Дочь Сугавара-но Такасуэ - Сарасина никки. Одинокая луна в Сарасина
Когда мы шествовали по Второму проспекту — впереди глашатаи с жертвенными светильниками, свита в белых одеждах, — то во множестве устремившиеся к галереям для зрителей люди, конные, пешие и в экипажах, удивленно спрашивали: «А это что? А эти куда?», — и кое-кто усмехался, а то и вышучивал нас. Когда мы проходили мимо усадьбы начальника дворцовой гвардии Ёсиёри, он как раз отправлялся, чтобы занять свое место на зрительских рядах: ворота были широко открыты и возле них стояли люди. Одни смеялись над нами: «Уж не богомольцы ли? Мало им дней в году!» Но был среди них и разумный человек: «К чему послужит нам то, что мы будем услаждать свой взор? А этих людей, укрепившихся в вере, Будда, несомненно, пожалует своей милостью. Как мы суетны! Заняты зрелищами, а надо бы, как они, молиться», — но только он один был такой рассудительный.

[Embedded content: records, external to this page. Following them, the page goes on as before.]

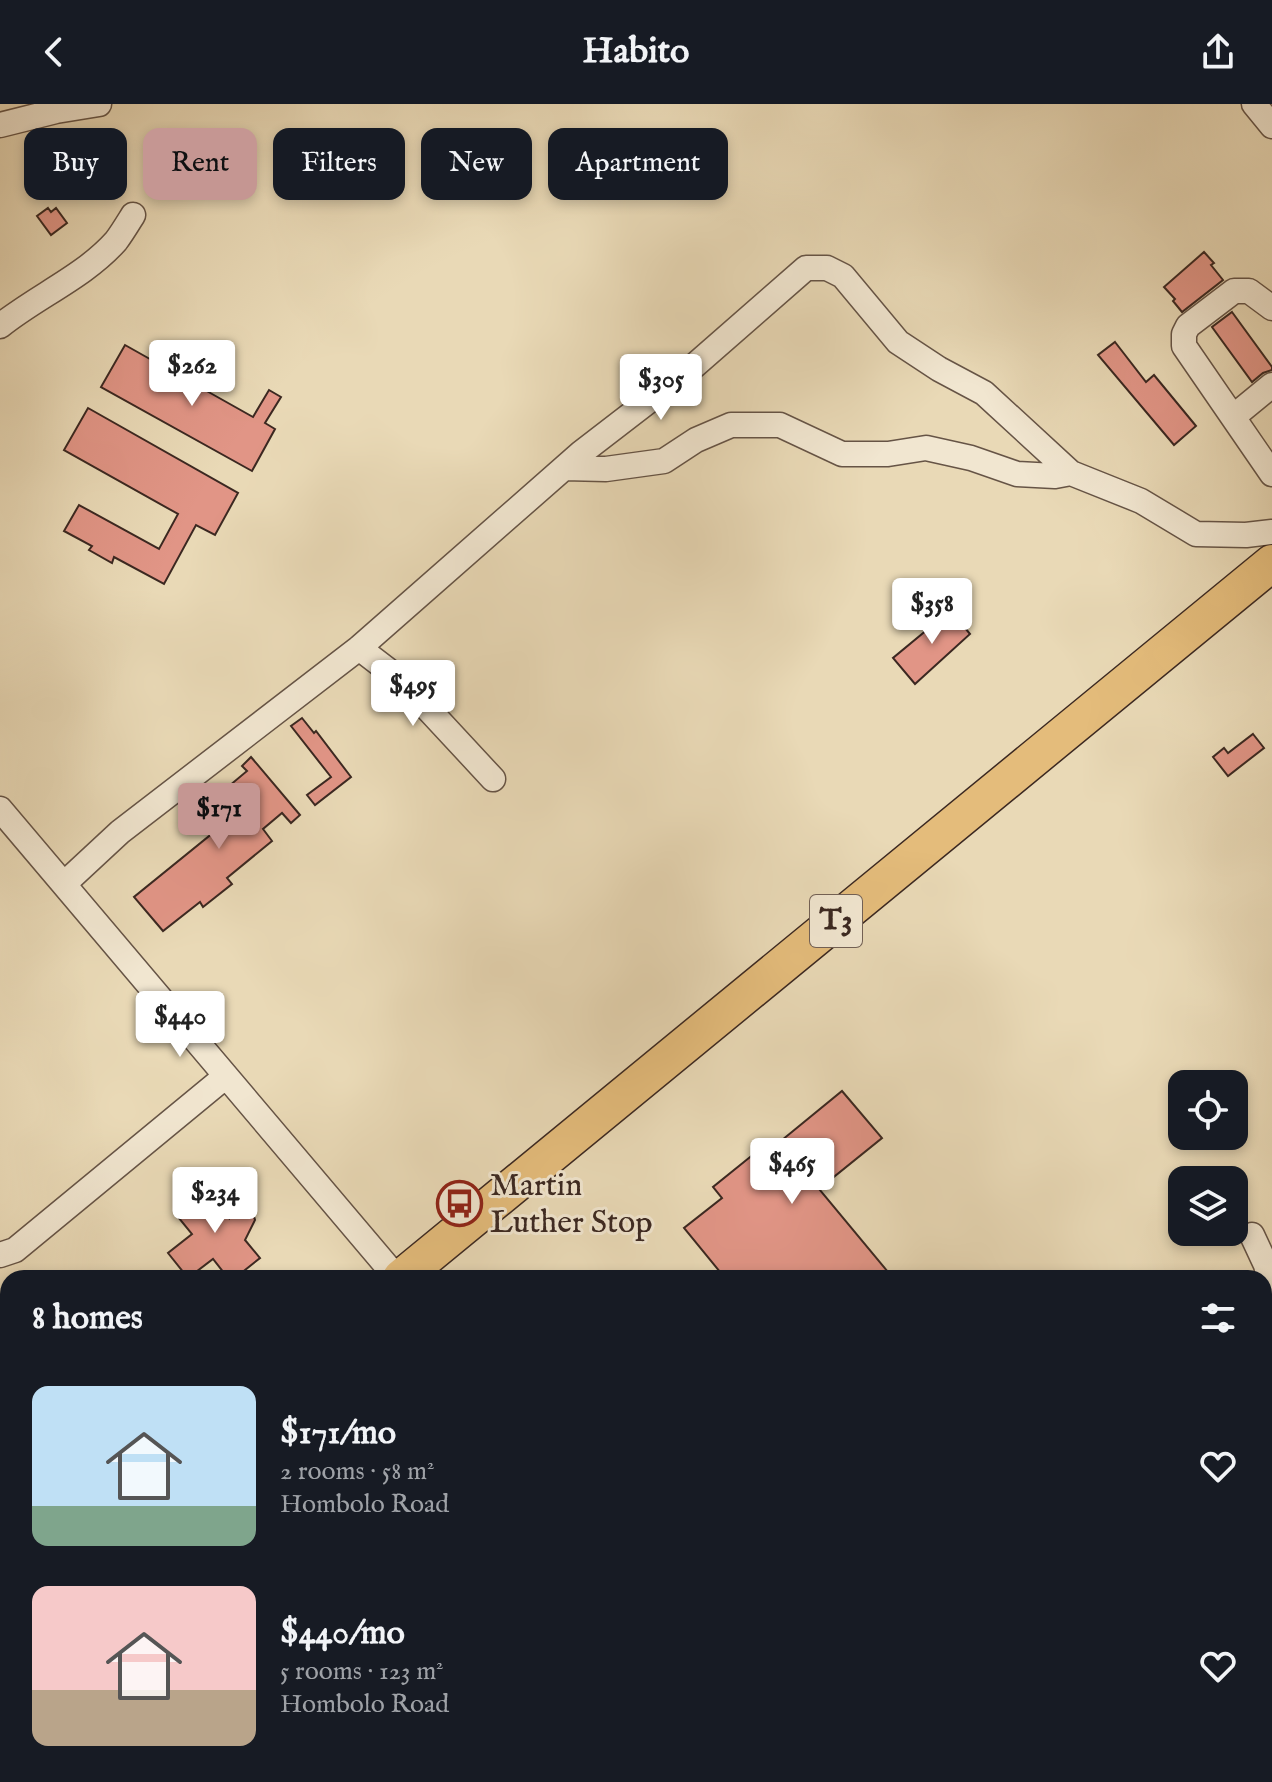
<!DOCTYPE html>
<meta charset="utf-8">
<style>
body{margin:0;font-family:"IM FELL English",serif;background:#20242c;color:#f1f3f6;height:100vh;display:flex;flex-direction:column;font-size:30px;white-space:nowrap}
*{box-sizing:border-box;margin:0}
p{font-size:26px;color:#9ea1a6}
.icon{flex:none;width:44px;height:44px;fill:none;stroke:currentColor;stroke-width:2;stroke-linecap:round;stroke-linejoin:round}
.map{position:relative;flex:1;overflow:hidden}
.panel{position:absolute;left:0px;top:1166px;width:1272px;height:512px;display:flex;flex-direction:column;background:#171b24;border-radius:24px 24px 0 0;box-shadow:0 4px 12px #0003}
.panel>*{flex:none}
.hud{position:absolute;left:24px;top:24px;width:800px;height:72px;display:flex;gap:16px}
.controls{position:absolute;left:1168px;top:966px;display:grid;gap:16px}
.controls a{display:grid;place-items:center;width:80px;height:80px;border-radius:16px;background:#171b24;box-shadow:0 4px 12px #0003;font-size:40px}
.price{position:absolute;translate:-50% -68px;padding:0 18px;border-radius:8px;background:#fff;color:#222;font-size:26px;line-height:52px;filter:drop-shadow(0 2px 4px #0008)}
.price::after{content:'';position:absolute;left:50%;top:48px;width:24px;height:18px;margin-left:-12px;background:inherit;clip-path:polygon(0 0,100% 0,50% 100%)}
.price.active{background:#c59692;color:#111}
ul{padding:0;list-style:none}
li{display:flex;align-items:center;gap:24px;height:200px;padding:0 32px}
li span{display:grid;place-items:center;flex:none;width:224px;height:160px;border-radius:16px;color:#555}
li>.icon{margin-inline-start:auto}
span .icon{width:96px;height:96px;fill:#fffc;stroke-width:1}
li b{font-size:34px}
h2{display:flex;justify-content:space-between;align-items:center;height:96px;padding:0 32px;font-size:34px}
.pill{padding:0 28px;border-radius:16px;background:#171b24;box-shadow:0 4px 12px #0003;font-size:28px;line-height:72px}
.pill.active{background:#c59692;color:#111}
header{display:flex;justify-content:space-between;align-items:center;height:104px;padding:0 32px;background:#171b24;font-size:36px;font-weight:800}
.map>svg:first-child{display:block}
.building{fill:#e19586;stroke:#3b2821;stroke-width:2}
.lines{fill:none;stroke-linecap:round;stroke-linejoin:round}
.minor-casing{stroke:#665446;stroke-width:27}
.highway-casing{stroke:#3b2821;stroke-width:39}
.path{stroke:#3b2821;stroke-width:3;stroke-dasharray:2 4;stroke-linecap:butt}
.minor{stroke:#f1e6d0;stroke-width:24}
.highway{stroke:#e4bc7b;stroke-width:36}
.labels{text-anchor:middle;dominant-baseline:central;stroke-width:6;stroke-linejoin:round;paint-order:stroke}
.shield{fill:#f1e6d0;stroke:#726156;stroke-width:2}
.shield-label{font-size:30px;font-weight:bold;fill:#3b2821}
.poi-label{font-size:32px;fill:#3b2821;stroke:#f1e6d0;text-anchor:start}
</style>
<header><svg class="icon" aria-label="back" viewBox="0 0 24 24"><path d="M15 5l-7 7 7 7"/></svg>Habito<svg class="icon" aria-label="share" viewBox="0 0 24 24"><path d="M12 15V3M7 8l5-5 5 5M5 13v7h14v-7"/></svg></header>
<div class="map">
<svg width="1272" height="1678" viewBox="0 0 1272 1678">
<rect width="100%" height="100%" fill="#e9d9b6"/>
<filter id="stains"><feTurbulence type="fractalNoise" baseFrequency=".0025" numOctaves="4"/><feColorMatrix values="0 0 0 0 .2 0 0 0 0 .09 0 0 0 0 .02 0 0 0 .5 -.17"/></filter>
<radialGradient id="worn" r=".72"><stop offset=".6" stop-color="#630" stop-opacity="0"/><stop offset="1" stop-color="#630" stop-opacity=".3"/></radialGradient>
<path class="building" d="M48 104 51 108 56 104 67 119 51 131 37 112Z
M1204 148 1214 159 1211 161 1223 176 1182 208 1173 197 1175 195 1164 183Z
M1232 208 1272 263V266L1263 269 1252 278 1212 223Z
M1115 238 1146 278 1154 271 1196 322 1174 341 1098 251Z
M125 241 253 313 269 286 281 293 265 319 275 325 252 367 101 283Z
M88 304 238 389 215 431 196 421 164 480 114 453 112 459 89 446 92 442 64 427 79 401 159 445 178 410 64 346Z
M948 503 970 530 915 580 893 554 934 520 932 516Z
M302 614 314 629 316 627 351 673 315 701 307 691 331 673 291 622Z
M1253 630 1264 644 1228 672 1213 653 1224 644 1228 649Z
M251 653 300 711 291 719 282 709 263 725 272 737 227 774 232 780 203 803 200 798 163 827 134 793 246 702 229 682 247 667 242 662Z
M842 987 882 1034 819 1085 893 1174H725L684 1124 722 1094 713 1083 760 1045 765 1050Z
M200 1079 229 1114 234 1090 243 1091 250 1098 255 1116 245 1136 260 1154 235 1174H228L213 1155 188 1174 168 1149 192 1130 178 1113 189 1105 181 1094Z"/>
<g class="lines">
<defs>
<path id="minor" d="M1254 0 1272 22
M0 21 56 7 99 0
M1272 204 1249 187H1234L1188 222 1184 230V242L1272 370
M0 222C37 192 84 173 116 137 122 129 128 119 133 111
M1233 313 1272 281
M564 364 606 365 664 357 696 336 731 321H780L842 350H888L926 344 971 354 1017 370 1055 372 1071 369
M359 544 402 577 493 675
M0 705 397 1174
M64 780 120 728 359 544 581 349 694 262 806 164H827L843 172 898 238 939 265 984 289 1071 369 1141 397 1196 430 1246 431 1272 428
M1252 1131 1266 1161 1272 1186
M0 1151 15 1146 226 972
M1264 1420 1272 1413
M405 1670 412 1678
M728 1670 735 1678
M811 1670 818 1678
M247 1678 256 1670
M662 1678 668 1670
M971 1678 980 1670"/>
<path id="highway" d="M401 1174 1272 459
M0 1516 8 1509"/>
</defs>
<use href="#minor" class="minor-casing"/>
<use href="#highway" class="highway-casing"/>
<path class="path" d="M1264 1219 1272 1212"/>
<use href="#minor" class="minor"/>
<use href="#highway" class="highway"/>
</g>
<defs>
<symbol id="bus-ring" viewBox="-11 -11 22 22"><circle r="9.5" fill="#f1e6d0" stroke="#8f2418" stroke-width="1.5"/><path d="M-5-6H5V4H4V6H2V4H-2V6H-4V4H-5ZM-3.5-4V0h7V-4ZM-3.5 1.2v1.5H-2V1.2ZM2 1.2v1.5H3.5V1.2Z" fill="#8f2418"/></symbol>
</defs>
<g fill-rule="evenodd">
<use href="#bus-ring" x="434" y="1074" width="51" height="51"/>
</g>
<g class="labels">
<rect class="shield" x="810" y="791" width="52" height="52" rx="6"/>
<g class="shield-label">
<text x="836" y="817">T3</text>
</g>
<g class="poi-label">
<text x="490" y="1082">Martin<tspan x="490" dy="37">Luther Stop</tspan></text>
</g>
</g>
<rect width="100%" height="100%" filter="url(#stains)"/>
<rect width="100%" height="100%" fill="url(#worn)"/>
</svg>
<div class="controls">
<a><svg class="icon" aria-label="locate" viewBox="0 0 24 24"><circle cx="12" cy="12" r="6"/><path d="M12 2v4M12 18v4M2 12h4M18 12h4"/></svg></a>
<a><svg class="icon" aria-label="layers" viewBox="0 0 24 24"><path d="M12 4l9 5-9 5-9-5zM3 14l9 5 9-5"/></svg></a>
</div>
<b class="price" style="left:192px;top:304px">$262</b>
<b class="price" style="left:661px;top:318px">$305</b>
<b class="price" style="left:932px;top:542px">$358</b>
<b class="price" style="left:413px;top:624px">$495</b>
<b class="price active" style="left:219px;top:747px">$171</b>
<b class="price" style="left:180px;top:955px">$440</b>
<b class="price" style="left:792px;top:1102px">$465</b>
<b class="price" style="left:215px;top:1131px">$234</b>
<div class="hud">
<a class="pill">Buy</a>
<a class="pill active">Rent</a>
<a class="pill">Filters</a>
<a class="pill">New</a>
<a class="pill">Apartment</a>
</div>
<section class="panel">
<h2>8 homes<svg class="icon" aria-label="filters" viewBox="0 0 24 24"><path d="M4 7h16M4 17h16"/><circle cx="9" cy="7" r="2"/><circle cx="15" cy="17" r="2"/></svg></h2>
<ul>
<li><span style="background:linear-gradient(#bfe0f5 75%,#7fa58c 0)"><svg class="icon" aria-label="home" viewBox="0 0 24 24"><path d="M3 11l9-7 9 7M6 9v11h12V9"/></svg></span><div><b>$171/mo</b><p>2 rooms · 58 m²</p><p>Hombolo Road</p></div><svg class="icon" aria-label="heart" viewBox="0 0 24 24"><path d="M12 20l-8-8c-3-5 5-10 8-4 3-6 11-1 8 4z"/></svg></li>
<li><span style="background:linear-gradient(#f6c9c9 65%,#b9a48a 0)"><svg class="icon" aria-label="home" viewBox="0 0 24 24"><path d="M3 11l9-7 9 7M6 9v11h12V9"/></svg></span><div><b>$440/mo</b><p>5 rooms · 123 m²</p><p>Hombolo Road</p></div><svg class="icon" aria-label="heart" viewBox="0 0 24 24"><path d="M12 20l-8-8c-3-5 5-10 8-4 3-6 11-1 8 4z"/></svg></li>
</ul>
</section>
</div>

Мы пустились в путь затемно, чтобы не привлекать внимания, а встречных, которые с опозданием тянулись на праздник, мы пропускали, остановившись в воротах храма Хосодзи[97], заодно пережидая, пока рассеется необыкновенно густой туман.
Толпы деревенских жителей, пришедших в столицу полюбоваться зрелищем, казалось, текли сплошным потоком. Все дороги были запружены, и наша повозка, сторонкой прокладывавшая себе путь, вызывала страх и неприязнь даже у несносной глупой ребятни. В самом деле, как это мы отправились в такое время? — думала я, глядя на все это. Однако, неустанно вознося молитвы Будде, в конце концов мы добрались до переправы Удзи[98].
Здесь тоже столпился народ, конечно, все желали плыть на нашу сторону. Люди, которые управляются на лодках с баграми, высокомерно поглядывали на бесчисленное множество ожидающих, а сами не спешили со своими суденышками, стояли, навалившись на весло, положив на голые руки с подоткнутыми рукавами голову, и посвистывали с самым неприступным видом.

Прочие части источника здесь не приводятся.